10.1016/j.cjca.2015.03.011

PMID

26037823

Abstract

It is increasingly recognized that disruption of sleep and reduced amounts of sleep can have significant adverse cardiovascular consequences. For example, obstructive sleep apnea (OSA) is a common underdiagnosed disorder characterized by recurrent nocturnal asphyxia resulting from repetitive collapse of the upper airway; this leads to repetitive episodes of nocturnal hypoxemia and arousal from sleep. Risk factors for disease include obesity, increased age, male sex, and family history. In epidemiologic studies, OSA appears to be an independent risk factor for cardiovascular disease (CVD), and treatment is associated with better outcomes.

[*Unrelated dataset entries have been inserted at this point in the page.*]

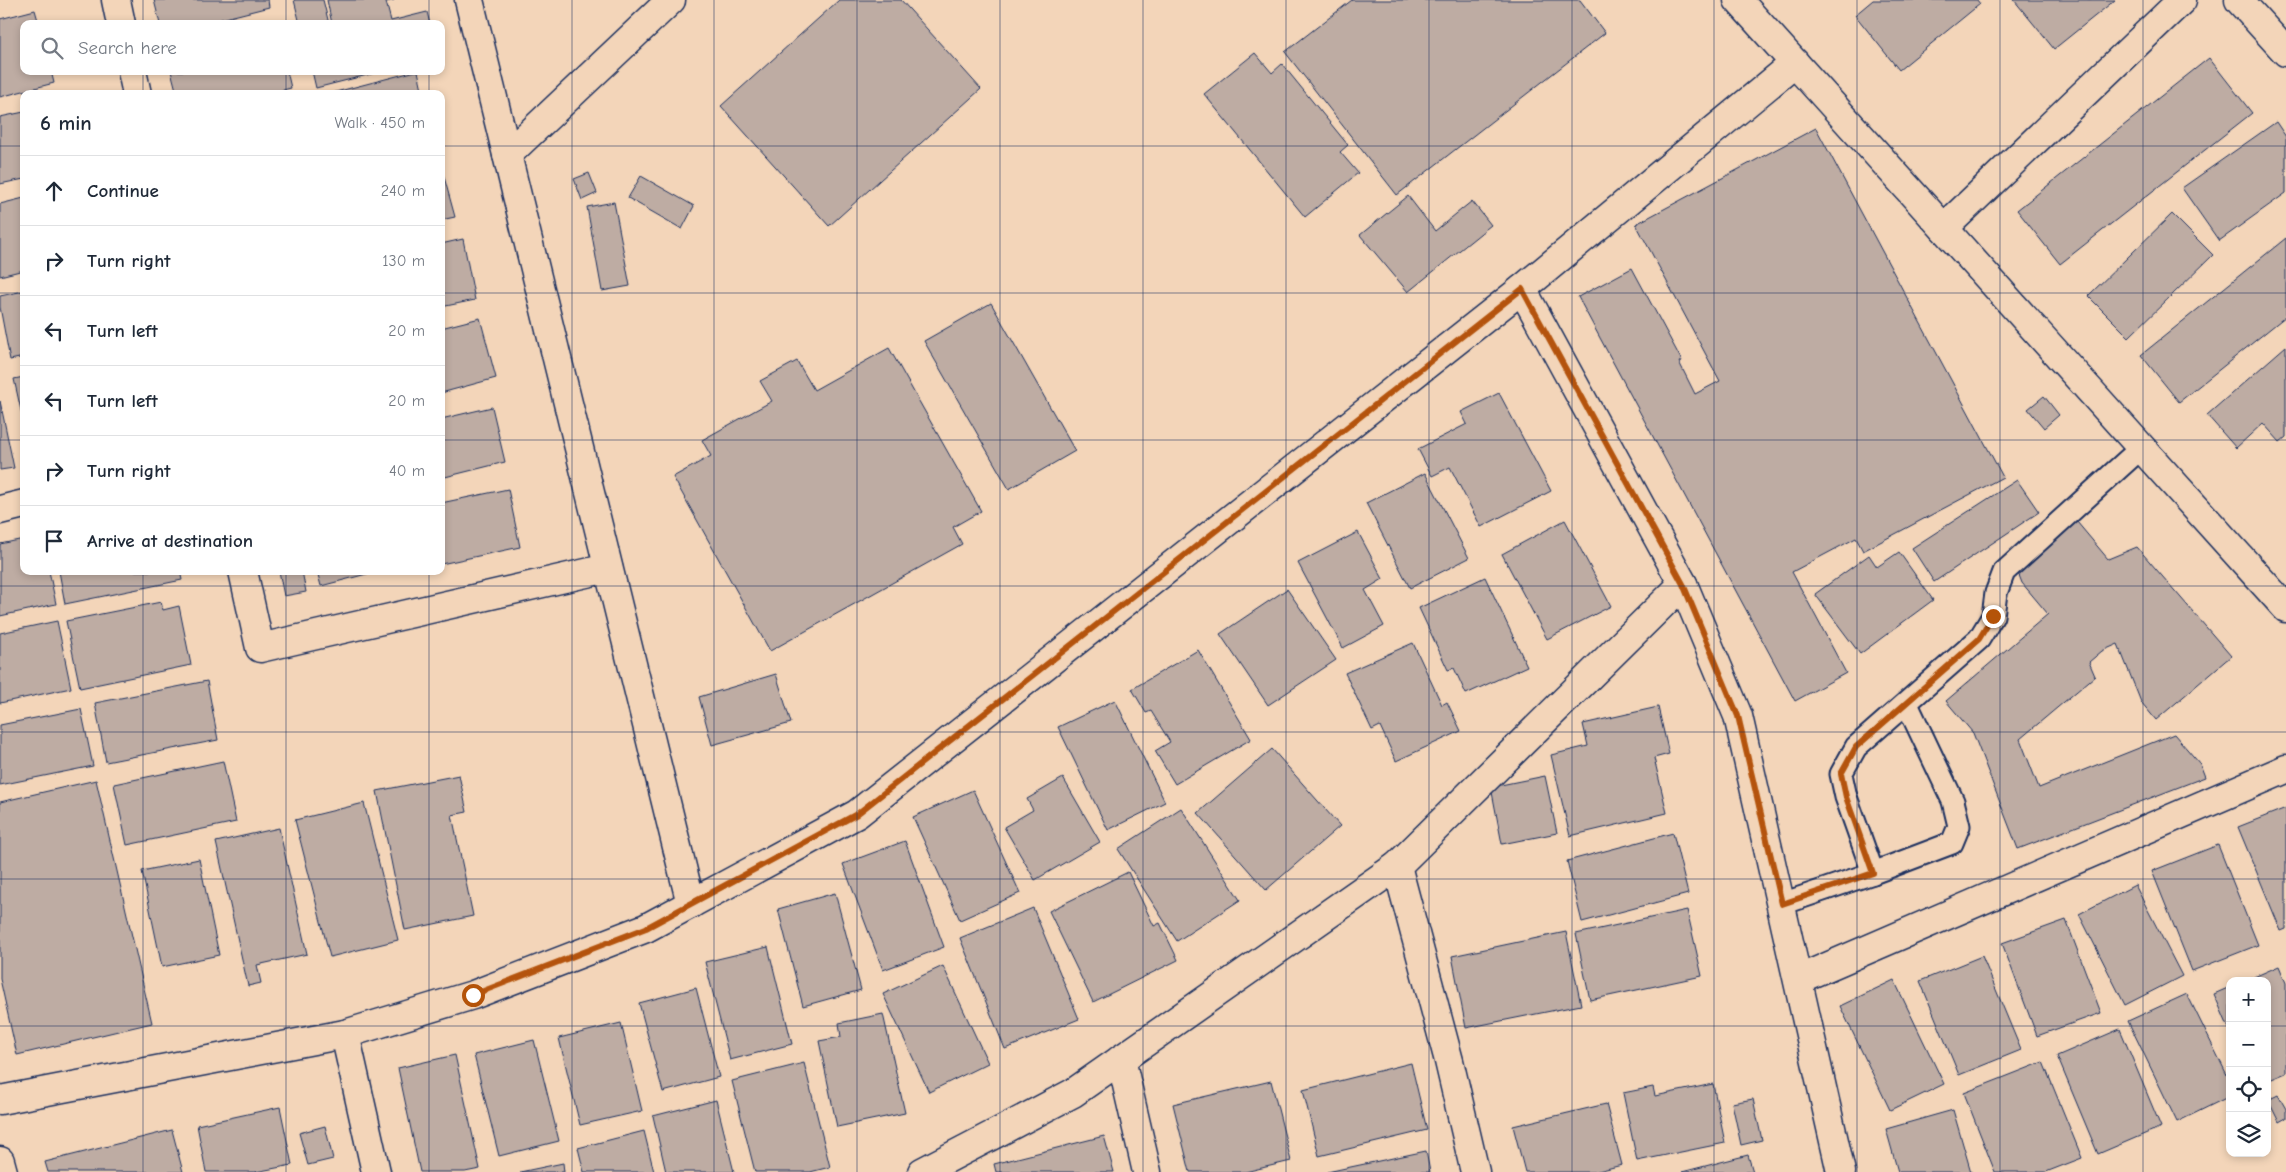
<!DOCTYPE html>
<html lang="en">
<head>
<meta charset="utf-8">
<style>
  body { margin:0; font-family:"Comic Neue",sans-serif; background:#f6f6f7; color:#1f2937 }
  .controls { position:absolute; right:15px; bottom:15px; display:grid; overflow:hidden; border-radius:10px; box-shadow:0 2px 8px #0003 }
  .controls button { width:45px; height:45px; display:grid; place-items:center; padding:0; border:0; border-bottom:1px solid #e0e1e3; background:#fff; color:#1f2937; font:25px sans-serif }
  .stop { position:absolute; width:15px; height:15px; margin:-11px; border:4px solid #b45309; border-radius:50%; background:#fff }
  .stop.end { background:#b45309; border-color:#fff; box-shadow:0 1px 5px #0008 }
  .list { margin:0; padding:0; list-style:none }
  h2 { display:flex; justify-content:space-between; align-items:center; height:65px; margin:0; padding:0 20px; font-size:21px }
  h2 small { font-size:16px; font-weight:400; color:#747a83 }
  .list li { display:grid; grid-template-columns:32px 1fr auto; gap:15px; align-items:center; box-sizing:border-box; height:70px; padding:0 20px; border-top:1px solid #e0e1e3 }
  .list b { display:block; font-size:19px; white-space:nowrap }
  .list em { font-size:16px; font-style:normal; color:#747a83 }
  .icon { flex:none; width:28px; height:28px; fill:none; stroke:currentColor; stroke-width:2; stroke-linecap:round; stroke-linejoin:round }
  .map { position:relative; flex:none; width:2286px; height:1172px; overflow:hidden }
  .search { position:absolute; background:#fff; box-shadow:0 2px 8px #0003; left:20px; top:20px; width:425px; height:55px; display:flex; align-items:center; gap:12px; box-sizing:border-box; padding:0 18px; border-radius:10px; color:#747a83; font-size:19px }
  .panel { position:absolute; background:#fff; box-shadow:0 2px 8px #0003; left:20px; top:90px; width:425px; height:485px; border-radius:10px }
  .map>svg:first-child { display:block }
  .building { fill:#beaca3; stroke:#1b2f5e }
  .lines { fill:none; stroke-linecap:round; stroke-linejoin:round }
  .lane-casing { stroke:#1b2f5e; stroke-width:25 }
  .street-casing { stroke:#1b2f5e; stroke-width:31 }
  .lane { stroke:#f3d5b9; stroke-width:21 }
  .street { stroke:#f3d5b9; stroke-width:28 }
  .route { stroke:#b45309; stroke-width:6 }
  .grid { fill:none; stroke:#1b2f5e; stroke-width:1; stroke-opacity:0.55 }
</style>
</head>
<body>
<div class="map">
<svg width="2286" height="1172" viewBox="0 0 2286 1172">
  <rect width="100%" height="100%" fill="#f3d5b9"/>
  <filter id="ink" filterUnits="userSpaceOnUse"><feTurbulence type="fractalNoise" baseFrequency=".02" numOctaves="2"/><feDisplacementMap in="SourceGraphic" scale="10" xChannelSelector="R" yChannelSelector="G"/><feConvolveMatrix kernelMatrix="1 2 1 2 8 2 1 2 1" color-interpolation-filters="sRGB"/></filter>
  <g filter="url(#ink)">
    <g class="building">
      <polygon points="154,0 268,0 269,7 202,24 160,24"/>
      <polygon points="294,0 323,0 329,24 300,24"/>
      <polygon points="327,0 394,0 386,2 391,21 427,12 430,24 332,24"/>
      <polygon points="839,0 901,0 981,89 829,226 721,106"/>
      <polygon points="1352,0 1580,0 1605,33 1397,195 1285,52"/>
      <polygon points="1873,0 1977,0 1980,4 1899,70 1855,15"/>
      <polygon points="2014,0 2115,0 2054,49"/>
      <polygon points="35,10 39,24 24,24 24,71 51,71 54,83 0,97 0,19"/>
      <polygon points="1255,53 1272,73 1282,64 1348,145 1340,152 1358,173 1305,217 1204,94"/>
      <polygon points="2209,58 2252,113 2060,264 2017,210"/>
      <polygon points="171,71 287,71 291,88 267,94 177,94"/>
      <polygon points="312,71 383,71 316,88"/>
      <polygon points="418,71 423,94 328,94 416,71"/>
      <polygon points="24,112 24,179 0,184 0,117"/>
      <polygon points="2276,122 2286,137 2286,193 2219,241 2182,188"/>
      <polygon points="1816,128 2003,477 1863,551 1856,538 1792,572 1846,673 1795,701 1578,297 1632,268 1682,361 1679,362 1695,394 1720,381 1636,224"/>
      <polygon points="441,166 455,217 441,220"/>
      <polygon points="589,173 597,193 582,200 574,179"/>
      <polygon points="641,176 694,206 682,229 628,198"/>
      <polygon points="1408,196 1435,231 1472,201 1491,225 1408,292 1360,235"/>
      <polygon points="24,198 24,270 0,276 0,204"/>
      <polygon points="614,202 630,286 602,291 587,207"/>
      <polygon points="2172,214 2213,255 2129,337 2088,296"/>
      <polygon points="2286,238 2286,316 2179,402 2141,355"/>
      <polygon points="463,239 475,300 441,307 441,244"/>
      <polygon points="24,291 24,357 10,360 0,307 0,296"/>
      <polygon points="991,303 1075,451 1009,489 924,341"/>
      <polygon points="480,318 496,378 441,393 441,328"/>
      <polygon points="2286,346 2286,437 2280,442 2263,423 2236,448 2207,415"/>
      <polygon points="889,348 981,511 953,527 962,544 770,651 673,477 711,456 702,440 772,401 760,381 797,361 814,390"/>
      <polygon points="24,377 24,424 14,379"/>
      <polygon points="1499,393 1551,491 1481,527 1450,467 1432,476 1418,449 1467,424 1461,412"/>
      <polygon points="2044,396 2059,415 2044,428 2028,409"/>
      <polygon points="0,401 14,468 0,470"/>
      <polygon points="492,407 505,462 441,478 441,419"/>
      <polygon points="1425,473 1469,558 1410,588 1366,503"/>
      <polygon points="2017,480 2039,512 1934,582 1912,548"/>
      <polygon points="508,489 520,547 441,564 441,503"/>
      <polygon points="1565,520 1611,606 1547,639 1502,554"/>
      <polygon points="2077,522 2108,559 2137,547 2231,656 2156,720 2141,702 2118,644 2102,651 2089,662 2095,676 2020,739 2039,788 2174,734 2200,764 2205,777 2018,849 1973,733 1946,701 2048,614 2022,583 2017,570 2069,525"/>
      <polygon points="1358,532 1383,579 1365,590 1384,626 1343,648 1298,563"/>
      <polygon points="24,539 24,571 49,571 56,604 0,616 0,544"/>
      <polygon points="1899,552 1933,600 1860,654 1815,594 1869,555 1877,567"/>
      <polygon points="59,571 180,571 182,580 65,604"/>
      <polygon points="279,571 302,571 306,592 284,596"/>
      <polygon points="317,571 378,571 321,586"/>
      <polygon points="1485,577 1527,666 1466,694 1454,668 1448,670 1419,608"/>
      <polygon points="1287,589 1336,660 1268,705 1220,634"/>
      <polygon points="161,602 163,610 179,606 191,665 80,688 66,621"/>
      <polygon points="57,621 71,688 0,703 0,633"/>
      <polygon points="1413,643 1442,705 1447,702 1461,731 1396,761 1380,726 1372,730 1345,673"/>
      <polygon points="1198,650 1251,739 1175,784 1155,751 1170,742 1151,711 1146,713 1132,689"/>
      <polygon points="776,674 791,723 712,745 699,697"/>
      <polygon points="207,681 218,740 106,762 95,703"/>
      <polygon points="1115,700 1165,802 1108,830 1058,727"/>
      <polygon points="1658,707 1669,754 1654,758 1667,813 1570,836 1551,755 1588,746 1583,724"/>
      <polygon points="81,709 93,766 0,785 0,725"/>
      <polygon points="1272,749 1340,826 1266,890 1198,813"/>
      <polygon points="223,761 236,822 127,845 114,784"/>
      <polygon points="459,775 467,812 452,815 473,916 405,930 377,791"/>
      <polygon points="1545,776 1557,833 1502,844 1491,787"/>
      <polygon points="1063,778 1100,842 1035,880 1004,827 1033,810 1027,799"/>
      <polygon points="96,780 152,1023 17,1055 0,979 0,802"/>
      <polygon points="973,790 1020,893 960,920 913,817"/>
      <polygon points="364,803 398,940 330,957 295,820"/>
      <polygon points="1181,808 1240,900 1177,941 1118,849"/>
      <polygon points="2286,808 2286,929 2281,931 2238,827"/>
      <polygon points="279,828 307,954 257,965 261,983 248,986 216,842"/>
      <polygon points="1673,833 1688,894 1582,922 1567,861"/>
      <polygon points="905,841 944,947 883,970 843,864"/>
      <polygon points="2218,845 2258,945 2192,971 2152,871"/>
      <polygon points="199,859 219,955 162,967 142,871"/>
      <polygon points="1128,872 1154,926 1160,923 1178,960 1093,1002 1049,911"/>
      <polygon points="2135,885 2182,976 2125,1005 2079,914"/>
      <polygon points="835,893 861,990 803,1006 778,909"/>
      <polygon points="1033,908 1079,1019 1005,1049 960,938"/>
      <polygon points="1687,910 1702,976 1590,1000 1576,934"/>
      <polygon points="2066,920 2101,1013 2037,1036 2002,943"/>
      <polygon points="1566,932 1581,1005 1466,1028 1452,956"/>
      <polygon points="768,947 792,1044 730,1060 705,962"/>
      <polygon points="1982,956 2021,1050 1959,1075 1920,981"/>
      <polygon points="943,966 988,1063 929,1092 883,994"/>
      <polygon points="2279,966 2286,983 2286,1073 2267,1081 2267,981 2245,981"/>
      <polygon points="1894,980 1944,1084 1890,1110 1840,1006"/>
      <polygon points="2230,987 2230,1031 2214,994"/>
      <polygon points="696,988 719,1077 663,1092 639,1003"/>
      <polygon points="2187,994 2230,1081 2230,1096 2177,1122 2128,1021"/>
      <polygon points="883,1014 905,1113 837,1127 819,1041 841,1037 839,1023"/>
      <polygon points="621,1023 642,1111 580,1125 559,1038"/>
      <polygon points="2120,1029 2161,1127 2098,1154 2057,1056"/>
      <polygon points="534,1040 559,1141 499,1156 474,1055"/>
      <polygon points="455,1055 480,1169 465,1172 420,1172 398,1068"/>
      <polygon points="2043,1062 2082,1158 2046,1172 1995,1172 1964,1093"/>
      <polygon points="804,1063 830,1167 810,1172 755,1172 732,1081"/>
      <polygon points="1411,1063 1427,1130 1319,1156 1303,1090"/>
      <polygon points="1271,1081 1291,1161 1245,1172 1190,1172 1173,1104"/>
      <polygon points="1713,1084 1725,1143 1637,1161 1623,1093 1653,1087 1655,1096"/>
      <polygon points="2278,1095 2286,1109 2286,1118 2279,1122 2268,1100"/>
      <polygon points="1753,1099 1762,1140 1741,1145 1732,1103"/>
      <polygon points="716,1100 734,1172 666,1172 653,1116"/>
      <polygon points="1606,1104 1622,1165 1594,1172 1525,1172 1513,1126"/>
      <polygon points="280,1107 292,1165 255,1172 206,1172 197,1125"/>
      <polygon points="1953,1110 1971,1172 1898,1172 1886,1129"/>
      <polygon points="325,1126 333,1159 308,1165 299,1133"/>
      <polygon points="172,1130 183,1172 48,1172 45,1162"/>
      <polygon points="644,1131 654,1172 584,1172 578,1148"/>
      <polygon points="1104,1136 1114,1172 996,1172 994,1164"/>
      <polygon points="1426,1151 1430,1172 1327,1172"/>
      <polygon points="1748,1155 1753,1172 1682,1172"/>
      <polygon points="563,1163 564,1172 520,1172"/>
    </g>
    <g class="lines">
      <g class="lane-casing">
        <g id="lane">
          <polyline points="1873,873 1846,797 1841,774 1856,747 1979,639 1993,616 1996,593 2004,572 2141,448"/>
          <polyline points="1782,904 1873,873 1952,843 1959,826 1953,801 1907,704"/>
        </g>
      </g>
      <g class="street-casing">
        <g id="street">
          <polyline points="116,0 121,24"/>
          <polyline points="469,0 691,904"/>
          <polyline points="1738,0 2286,608"/>
          <polyline points="2239,0 2286,52"/>
          <polyline points="132,71 137,94"/>
          <polyline points="507,155 671,0"/>
          <polyline points="1944,228 2182,0"/>
          <polyline points="1522,289 1683,584 1738,716 1841,1172"/>
          <polyline points="0,510 24,504"/>
          <polyline points="243,571 260,648 608,568"/>
          <polyline points="1397,866 1449,1061 1475,1172"/>
          <polyline points="1799,979 2286,769"/>
          <polyline points="345,1034 376,1172"/>
          <polyline points="1121,1059 1147,1172"/>
          <polyline points="0,1100 345,1034 473,995 646,928 857,814 1522,289 1795,63"/>
          <polyline points="0,1161 3,1172"/>
          <polyline points="922,1172 1073,1093 1397,866 1683,584"/>
        </g>
      </g>
      <use href="#lane" class="lane"/>
      <use href="#street" class="street"/>
    </g>
  </g>
  <g class="lines" filter="url(#ink)">
    <polyline class="route" points="473,995 646,928 857,814 1522,289 1683,584 1738,716 1782,904 1873,873 1846,797 1841,774 1856,747 1979,639 1993,616"/>
  </g>
  <path class="grid" d="M143 0V24M286 0V24M429 0V24M572 0V1172M714 0V1172M857 0V1172M1000 0V1172M1143 0V1172M1286 0V1172M1429 0V1172M1572 0V1172M1714 0V1172M1857 0V1172M2000 0V1172M2143 0V1172M143 71V94M286 71V94M429 71V94M0 146H24M441 146H2286M0 293H24M441 293H2286M0 440H24M441 440H2286M143 571V1172M286 571V1172M429 571V1172M0 586H2286M0 732H2286M0 879H2286M0 1026H2230M2267 1026H2286"/>
</svg>
<div class="controls">
<button>+</button>
<button>−</button>
<button><svg class="icon" aria-label="locate" viewBox="0 0 24 24"><circle cx="12" cy="12" r="6"/><path d="M12 2v4M12 18v4M2 12h4M18 12h4"/></svg></button>
<button><svg class="icon" aria-label="layers" viewBox="0 0 24 24"><path d="M12 4l9 5-9 5-9-5zM3 14l9 5 9-5"/></svg></button>
</div>
<div class="stop" style="left:473px;top:995px"></div>
<div class="stop end" style="left:1993px;top:616px"></div>
<div class="search"><svg class="icon" aria-label="search" viewBox="0 0 24 24"><circle cx="10" cy="10" r="6"/><path d="M15 15l6 6"/></svg>Search here</div>
<section class="panel">
<h2>6 min<small>Walk · 450 m</small></h2>
<ul class="list">
<li><svg class="icon" aria-label="ahead" viewBox="0 0 24 24"><path d="M12 20V5M6 11l6-6 6 6"/></svg><div><b>Continue</b></div><em>240 m</em></li>
<li><svg class="icon" aria-label="right" viewBox="0 0 24 24"><path d="M7 20v-9h11M14 6l5 5-5 5"/></svg><div><b>Turn right</b></div><em>130 m</em></li>
<li><svg class="icon" aria-label="left" viewBox="0 0 24 24"><path d="M17 20v-9H6M10 6l-5 5 5 5"/></svg><div><b>Turn left</b></div><em>20 m</em></li>
<li><svg class="icon" aria-label="left" viewBox="0 0 24 24"><path d="M17 20v-9H6M10 6l-5 5 5 5"/></svg><div><b>Turn left</b></div><em>20 m</em></li>
<li><svg class="icon" aria-label="right" viewBox="0 0 24 24"><path d="M7 20v-9h11M14 6l5 5-5 5"/></svg><div><b>Turn right</b></div><em>40 m</em></li>
<li><svg class="icon" aria-label="arrive" viewBox="0 0 24 24"><path d="M6 21V4h12l-3 4 3 4H6"/></svg><div><b>Arrive at destination</b></div></li>
</ul>
</section>
</div>
</body>
</html>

Habitual short sleep duration is common in today's society. In epidemiologic studies, short sleep duration is associated with a number of adverse health effects, including all-cause mortality, weight gain, and incident CVD. Given the links between sleep disorders and adverse health outcomes, obtaining adequate quality and amounts of sleep should be considered a component of a healthy lifestyle, similar to good diet and exercise.